1692-06-02

On this day the Court of Oyer and Terminer convened in Salem Town, Massachusetts, beginning what would become known as the Salem Witch Trials. The hysteria had begun in Salem Village (now Danvers, Massachusetts) in January of that year; a few preteen and teenage girls, including the daughter of Samuel Parris, the village’s minister, began acting strangely and having fits, insisting that they were being poked and pinched. The local doctor was at a loss to explain the behavior, and concluded that they must be bewitched. 

When the girls were pressured to name their tormentors, they blamed Tituba, the Parrises’ Caribbean slave, and two eccentric social outcasts, Sarah Good and Sarah Osborne. Paranoia mounted, with more teenage girls suddenly joining the ranks of the afflicted; they were no longer expected to be “seen and not heard,” but were now the center of attention, even crying out and disrupting church meetings without being punished. They began accusing reputable churchgoers, often people their parents had feuded with for years.

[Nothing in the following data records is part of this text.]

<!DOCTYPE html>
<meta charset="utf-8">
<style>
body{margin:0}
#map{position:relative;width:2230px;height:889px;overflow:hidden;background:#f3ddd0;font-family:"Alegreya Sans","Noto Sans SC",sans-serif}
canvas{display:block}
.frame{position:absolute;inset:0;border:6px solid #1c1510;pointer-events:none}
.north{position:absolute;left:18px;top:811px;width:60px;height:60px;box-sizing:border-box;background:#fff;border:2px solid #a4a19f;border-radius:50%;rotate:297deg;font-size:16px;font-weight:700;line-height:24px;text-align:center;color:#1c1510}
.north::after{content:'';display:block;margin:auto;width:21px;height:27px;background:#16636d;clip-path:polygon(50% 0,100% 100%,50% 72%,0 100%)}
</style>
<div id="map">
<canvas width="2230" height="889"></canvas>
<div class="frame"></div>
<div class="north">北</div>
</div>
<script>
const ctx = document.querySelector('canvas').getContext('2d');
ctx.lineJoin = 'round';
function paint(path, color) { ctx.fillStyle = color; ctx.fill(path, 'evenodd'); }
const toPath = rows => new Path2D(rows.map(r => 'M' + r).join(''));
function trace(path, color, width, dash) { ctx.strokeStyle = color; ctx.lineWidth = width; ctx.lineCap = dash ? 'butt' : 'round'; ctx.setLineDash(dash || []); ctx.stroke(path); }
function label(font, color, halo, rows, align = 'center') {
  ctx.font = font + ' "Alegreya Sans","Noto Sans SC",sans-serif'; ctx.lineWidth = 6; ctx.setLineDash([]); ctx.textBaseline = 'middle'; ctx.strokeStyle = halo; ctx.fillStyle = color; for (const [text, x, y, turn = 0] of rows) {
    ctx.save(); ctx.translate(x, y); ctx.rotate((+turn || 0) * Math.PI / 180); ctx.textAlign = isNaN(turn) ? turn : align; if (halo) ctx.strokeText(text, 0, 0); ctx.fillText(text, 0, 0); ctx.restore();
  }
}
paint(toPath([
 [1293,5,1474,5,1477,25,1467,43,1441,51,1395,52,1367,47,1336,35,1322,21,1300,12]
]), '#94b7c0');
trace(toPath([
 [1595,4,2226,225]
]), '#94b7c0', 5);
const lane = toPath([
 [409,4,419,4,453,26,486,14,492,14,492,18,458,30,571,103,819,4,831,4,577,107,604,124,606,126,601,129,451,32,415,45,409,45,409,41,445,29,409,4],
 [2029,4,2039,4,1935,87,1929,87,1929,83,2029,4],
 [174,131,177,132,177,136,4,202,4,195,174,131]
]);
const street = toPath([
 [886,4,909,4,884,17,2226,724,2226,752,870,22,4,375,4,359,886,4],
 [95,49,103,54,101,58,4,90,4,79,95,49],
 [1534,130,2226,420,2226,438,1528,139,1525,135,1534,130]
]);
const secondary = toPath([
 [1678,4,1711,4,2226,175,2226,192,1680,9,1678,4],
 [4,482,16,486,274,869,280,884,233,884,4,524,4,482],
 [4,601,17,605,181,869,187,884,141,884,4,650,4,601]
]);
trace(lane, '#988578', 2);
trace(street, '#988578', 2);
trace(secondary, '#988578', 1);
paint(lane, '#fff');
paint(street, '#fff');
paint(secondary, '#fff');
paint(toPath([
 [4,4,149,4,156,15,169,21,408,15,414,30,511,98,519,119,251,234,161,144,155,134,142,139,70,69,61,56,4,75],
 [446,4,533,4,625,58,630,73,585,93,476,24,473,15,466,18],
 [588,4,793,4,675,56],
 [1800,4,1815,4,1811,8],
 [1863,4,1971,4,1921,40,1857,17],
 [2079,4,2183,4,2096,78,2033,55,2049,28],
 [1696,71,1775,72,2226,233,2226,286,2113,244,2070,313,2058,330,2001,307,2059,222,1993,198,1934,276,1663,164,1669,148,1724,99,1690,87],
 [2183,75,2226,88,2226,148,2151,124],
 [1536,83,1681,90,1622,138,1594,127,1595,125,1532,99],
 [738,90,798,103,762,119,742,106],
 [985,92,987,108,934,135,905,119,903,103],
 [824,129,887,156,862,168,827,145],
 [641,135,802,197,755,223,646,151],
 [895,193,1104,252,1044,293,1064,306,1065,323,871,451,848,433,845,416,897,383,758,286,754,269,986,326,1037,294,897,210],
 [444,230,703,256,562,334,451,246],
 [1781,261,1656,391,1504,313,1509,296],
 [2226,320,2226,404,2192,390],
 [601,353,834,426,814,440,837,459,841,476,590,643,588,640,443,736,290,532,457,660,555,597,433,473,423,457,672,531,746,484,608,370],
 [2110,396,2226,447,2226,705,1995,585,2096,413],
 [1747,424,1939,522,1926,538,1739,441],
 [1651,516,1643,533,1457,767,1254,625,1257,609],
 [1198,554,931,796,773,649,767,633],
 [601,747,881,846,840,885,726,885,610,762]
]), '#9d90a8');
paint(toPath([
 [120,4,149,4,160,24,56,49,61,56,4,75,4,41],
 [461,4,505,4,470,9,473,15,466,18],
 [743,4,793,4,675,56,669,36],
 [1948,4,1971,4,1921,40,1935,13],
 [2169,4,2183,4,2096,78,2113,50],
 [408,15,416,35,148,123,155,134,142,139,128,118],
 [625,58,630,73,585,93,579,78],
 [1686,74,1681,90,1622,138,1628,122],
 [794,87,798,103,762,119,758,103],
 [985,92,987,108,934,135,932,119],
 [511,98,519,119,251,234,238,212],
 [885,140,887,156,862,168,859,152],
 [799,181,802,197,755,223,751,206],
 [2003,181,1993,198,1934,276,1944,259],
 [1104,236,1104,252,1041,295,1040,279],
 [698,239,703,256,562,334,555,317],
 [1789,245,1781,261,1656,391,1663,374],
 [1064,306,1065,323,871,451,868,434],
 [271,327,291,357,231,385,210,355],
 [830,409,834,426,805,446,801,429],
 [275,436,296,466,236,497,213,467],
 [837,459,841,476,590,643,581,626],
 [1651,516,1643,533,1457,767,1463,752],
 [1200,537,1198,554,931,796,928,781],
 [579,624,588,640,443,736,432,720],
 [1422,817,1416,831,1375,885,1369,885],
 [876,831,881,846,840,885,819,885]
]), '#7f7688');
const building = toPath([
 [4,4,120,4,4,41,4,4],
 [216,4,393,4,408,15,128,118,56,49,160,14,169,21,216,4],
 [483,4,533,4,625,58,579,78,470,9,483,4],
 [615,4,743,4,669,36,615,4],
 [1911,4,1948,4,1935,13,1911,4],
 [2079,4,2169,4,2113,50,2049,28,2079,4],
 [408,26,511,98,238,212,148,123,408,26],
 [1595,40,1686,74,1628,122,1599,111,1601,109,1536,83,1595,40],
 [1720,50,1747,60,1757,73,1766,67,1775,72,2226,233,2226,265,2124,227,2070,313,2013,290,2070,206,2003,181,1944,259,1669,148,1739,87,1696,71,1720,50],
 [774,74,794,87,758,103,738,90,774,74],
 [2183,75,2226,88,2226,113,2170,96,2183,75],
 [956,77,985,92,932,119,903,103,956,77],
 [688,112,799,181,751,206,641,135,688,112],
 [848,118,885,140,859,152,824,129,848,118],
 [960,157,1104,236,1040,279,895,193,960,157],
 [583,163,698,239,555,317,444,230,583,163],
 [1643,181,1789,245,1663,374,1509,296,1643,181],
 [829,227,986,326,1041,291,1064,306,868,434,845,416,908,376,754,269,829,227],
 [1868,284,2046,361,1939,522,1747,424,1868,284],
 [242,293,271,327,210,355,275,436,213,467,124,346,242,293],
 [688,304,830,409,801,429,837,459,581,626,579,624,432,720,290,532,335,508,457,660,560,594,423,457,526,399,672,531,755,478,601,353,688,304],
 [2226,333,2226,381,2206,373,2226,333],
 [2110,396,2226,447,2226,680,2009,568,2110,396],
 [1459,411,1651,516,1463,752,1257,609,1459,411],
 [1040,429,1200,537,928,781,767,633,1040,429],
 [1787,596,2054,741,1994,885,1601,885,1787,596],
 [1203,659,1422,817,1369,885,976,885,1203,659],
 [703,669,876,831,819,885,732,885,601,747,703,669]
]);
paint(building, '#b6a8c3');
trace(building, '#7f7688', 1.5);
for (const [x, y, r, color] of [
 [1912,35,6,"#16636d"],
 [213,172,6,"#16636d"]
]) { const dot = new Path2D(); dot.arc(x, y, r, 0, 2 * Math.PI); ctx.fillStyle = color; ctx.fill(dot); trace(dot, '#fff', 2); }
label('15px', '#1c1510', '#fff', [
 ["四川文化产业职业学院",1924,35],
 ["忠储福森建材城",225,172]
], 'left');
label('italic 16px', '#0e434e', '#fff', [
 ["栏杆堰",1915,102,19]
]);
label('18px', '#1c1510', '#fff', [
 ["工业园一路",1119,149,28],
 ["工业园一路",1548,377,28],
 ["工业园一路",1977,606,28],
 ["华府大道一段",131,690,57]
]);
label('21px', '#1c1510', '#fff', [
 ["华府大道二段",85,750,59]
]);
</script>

Alibis were useless because the afflicted girls would say that the accused had sent her specter to torment them, and anyone who spoke out against the proceedings soon found the accusing fingers pointing at them.

And if you think this is just a quaint piece of ancient history, there are modern “pastors” who will fill your head with stories of Gay demonic possession. They’re idiot fantasists, too.